=== Begin Enclosure ===

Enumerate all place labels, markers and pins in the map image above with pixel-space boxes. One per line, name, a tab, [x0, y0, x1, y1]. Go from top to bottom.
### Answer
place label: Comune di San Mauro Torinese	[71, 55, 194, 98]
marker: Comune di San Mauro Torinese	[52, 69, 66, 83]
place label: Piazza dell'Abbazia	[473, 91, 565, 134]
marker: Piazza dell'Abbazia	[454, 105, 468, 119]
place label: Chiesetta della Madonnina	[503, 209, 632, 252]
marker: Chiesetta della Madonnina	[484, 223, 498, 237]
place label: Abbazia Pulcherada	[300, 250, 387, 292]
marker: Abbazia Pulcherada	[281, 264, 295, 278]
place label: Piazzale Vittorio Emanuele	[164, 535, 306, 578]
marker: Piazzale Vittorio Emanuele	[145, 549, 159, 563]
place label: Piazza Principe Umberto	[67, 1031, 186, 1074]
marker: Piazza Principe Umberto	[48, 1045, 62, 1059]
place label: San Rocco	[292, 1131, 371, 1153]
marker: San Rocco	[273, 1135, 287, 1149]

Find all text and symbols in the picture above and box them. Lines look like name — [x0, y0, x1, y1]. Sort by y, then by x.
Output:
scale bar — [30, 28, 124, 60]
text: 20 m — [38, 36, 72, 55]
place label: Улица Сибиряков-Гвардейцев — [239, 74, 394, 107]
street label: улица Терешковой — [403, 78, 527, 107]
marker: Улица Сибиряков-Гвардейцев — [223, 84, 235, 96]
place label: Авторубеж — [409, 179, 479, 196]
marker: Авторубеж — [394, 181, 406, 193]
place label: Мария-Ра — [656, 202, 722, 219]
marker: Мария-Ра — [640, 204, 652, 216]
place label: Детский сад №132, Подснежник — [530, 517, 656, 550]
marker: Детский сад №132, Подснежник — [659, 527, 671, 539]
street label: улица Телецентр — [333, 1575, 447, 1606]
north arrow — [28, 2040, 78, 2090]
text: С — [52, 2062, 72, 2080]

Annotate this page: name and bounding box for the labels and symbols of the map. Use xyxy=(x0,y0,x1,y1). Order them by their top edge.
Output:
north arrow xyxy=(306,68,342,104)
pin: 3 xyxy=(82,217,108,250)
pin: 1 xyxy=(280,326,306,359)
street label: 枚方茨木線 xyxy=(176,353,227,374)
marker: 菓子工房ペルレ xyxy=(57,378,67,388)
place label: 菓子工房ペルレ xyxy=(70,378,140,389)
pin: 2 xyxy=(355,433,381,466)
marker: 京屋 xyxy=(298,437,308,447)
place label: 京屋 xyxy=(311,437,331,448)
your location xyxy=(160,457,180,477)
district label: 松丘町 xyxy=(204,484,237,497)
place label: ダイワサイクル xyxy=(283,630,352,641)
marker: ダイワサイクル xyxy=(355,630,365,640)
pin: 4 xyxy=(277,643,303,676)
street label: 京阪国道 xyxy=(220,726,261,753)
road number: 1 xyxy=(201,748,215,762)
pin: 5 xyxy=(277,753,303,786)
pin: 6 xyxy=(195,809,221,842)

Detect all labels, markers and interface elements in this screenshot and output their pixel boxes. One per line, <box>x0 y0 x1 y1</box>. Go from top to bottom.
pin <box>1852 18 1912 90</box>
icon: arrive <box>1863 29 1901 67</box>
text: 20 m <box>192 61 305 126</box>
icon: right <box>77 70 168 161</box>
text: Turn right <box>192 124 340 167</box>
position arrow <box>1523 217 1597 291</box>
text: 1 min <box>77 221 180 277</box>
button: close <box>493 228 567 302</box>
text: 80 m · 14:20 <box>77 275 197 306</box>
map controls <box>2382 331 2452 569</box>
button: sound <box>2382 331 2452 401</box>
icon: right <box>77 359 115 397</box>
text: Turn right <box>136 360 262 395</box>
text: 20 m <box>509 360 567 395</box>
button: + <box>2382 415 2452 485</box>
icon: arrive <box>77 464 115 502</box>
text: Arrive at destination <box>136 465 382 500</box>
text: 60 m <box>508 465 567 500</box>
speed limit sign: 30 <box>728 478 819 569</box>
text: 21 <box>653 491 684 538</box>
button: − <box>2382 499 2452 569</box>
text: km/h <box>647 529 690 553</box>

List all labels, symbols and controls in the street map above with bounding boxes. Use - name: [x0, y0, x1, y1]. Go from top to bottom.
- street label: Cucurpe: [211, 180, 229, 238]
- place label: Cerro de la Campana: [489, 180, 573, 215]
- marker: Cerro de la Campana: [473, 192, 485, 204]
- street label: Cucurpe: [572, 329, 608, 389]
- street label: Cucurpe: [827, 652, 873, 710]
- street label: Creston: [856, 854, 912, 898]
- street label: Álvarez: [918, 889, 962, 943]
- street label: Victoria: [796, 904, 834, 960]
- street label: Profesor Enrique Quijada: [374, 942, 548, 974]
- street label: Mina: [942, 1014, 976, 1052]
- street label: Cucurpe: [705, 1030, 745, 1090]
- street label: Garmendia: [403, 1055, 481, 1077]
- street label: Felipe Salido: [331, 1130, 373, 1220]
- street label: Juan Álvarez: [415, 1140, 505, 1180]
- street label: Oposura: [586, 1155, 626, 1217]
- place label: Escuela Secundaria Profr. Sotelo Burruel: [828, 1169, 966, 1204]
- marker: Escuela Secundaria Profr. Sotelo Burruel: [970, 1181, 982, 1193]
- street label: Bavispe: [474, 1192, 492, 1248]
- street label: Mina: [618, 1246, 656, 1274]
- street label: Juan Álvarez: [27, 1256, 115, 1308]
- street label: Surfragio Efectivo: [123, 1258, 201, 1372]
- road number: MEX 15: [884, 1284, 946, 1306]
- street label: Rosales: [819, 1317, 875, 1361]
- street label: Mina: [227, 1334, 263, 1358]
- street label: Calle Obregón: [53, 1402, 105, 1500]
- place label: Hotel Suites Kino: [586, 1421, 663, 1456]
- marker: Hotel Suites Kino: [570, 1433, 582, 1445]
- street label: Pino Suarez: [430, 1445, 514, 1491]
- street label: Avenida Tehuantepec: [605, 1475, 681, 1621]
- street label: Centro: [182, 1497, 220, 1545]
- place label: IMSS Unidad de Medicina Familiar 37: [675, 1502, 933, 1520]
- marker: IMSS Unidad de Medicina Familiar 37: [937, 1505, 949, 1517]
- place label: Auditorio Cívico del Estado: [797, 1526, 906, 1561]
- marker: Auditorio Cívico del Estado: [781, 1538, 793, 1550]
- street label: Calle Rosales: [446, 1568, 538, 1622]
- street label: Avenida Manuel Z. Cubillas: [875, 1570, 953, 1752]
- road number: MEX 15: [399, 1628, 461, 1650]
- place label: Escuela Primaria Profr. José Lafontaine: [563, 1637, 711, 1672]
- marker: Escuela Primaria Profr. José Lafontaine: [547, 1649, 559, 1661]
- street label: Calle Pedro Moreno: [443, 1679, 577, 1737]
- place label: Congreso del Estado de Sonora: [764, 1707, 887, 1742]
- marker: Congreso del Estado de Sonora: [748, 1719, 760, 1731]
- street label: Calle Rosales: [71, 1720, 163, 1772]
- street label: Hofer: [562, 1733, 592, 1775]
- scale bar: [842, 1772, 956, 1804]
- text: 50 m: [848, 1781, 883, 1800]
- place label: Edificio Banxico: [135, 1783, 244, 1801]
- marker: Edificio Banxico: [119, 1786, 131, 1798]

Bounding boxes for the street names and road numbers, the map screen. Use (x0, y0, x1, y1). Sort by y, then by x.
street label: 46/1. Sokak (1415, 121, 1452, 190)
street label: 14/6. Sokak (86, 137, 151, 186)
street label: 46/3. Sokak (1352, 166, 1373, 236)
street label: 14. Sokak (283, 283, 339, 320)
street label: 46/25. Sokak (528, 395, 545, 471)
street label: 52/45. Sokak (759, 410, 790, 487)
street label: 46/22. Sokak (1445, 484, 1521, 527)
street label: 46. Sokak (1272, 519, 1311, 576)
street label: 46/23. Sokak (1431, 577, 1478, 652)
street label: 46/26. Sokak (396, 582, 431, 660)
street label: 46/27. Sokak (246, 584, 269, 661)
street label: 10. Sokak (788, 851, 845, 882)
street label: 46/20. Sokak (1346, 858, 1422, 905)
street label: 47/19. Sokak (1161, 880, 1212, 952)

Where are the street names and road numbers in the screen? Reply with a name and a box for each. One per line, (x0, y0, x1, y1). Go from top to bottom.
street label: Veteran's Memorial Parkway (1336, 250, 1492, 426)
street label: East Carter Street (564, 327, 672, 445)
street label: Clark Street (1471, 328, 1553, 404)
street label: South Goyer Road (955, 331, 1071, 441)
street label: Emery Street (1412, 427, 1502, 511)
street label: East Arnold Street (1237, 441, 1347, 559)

=== End Enclosure ===

*The problem:*
Every line of the entries above that includes "them" should be copied.

*Exercise output:*
Find all text and symbols in the picture above and box them. Lines look like name — [x0, y0, x1, y1]. Sort by y, then by x.
Annotate this page: name and bounding box for the labels and symbols of the map. Use xyxy=(x0,y0,x1,y1). Order them by their top edge.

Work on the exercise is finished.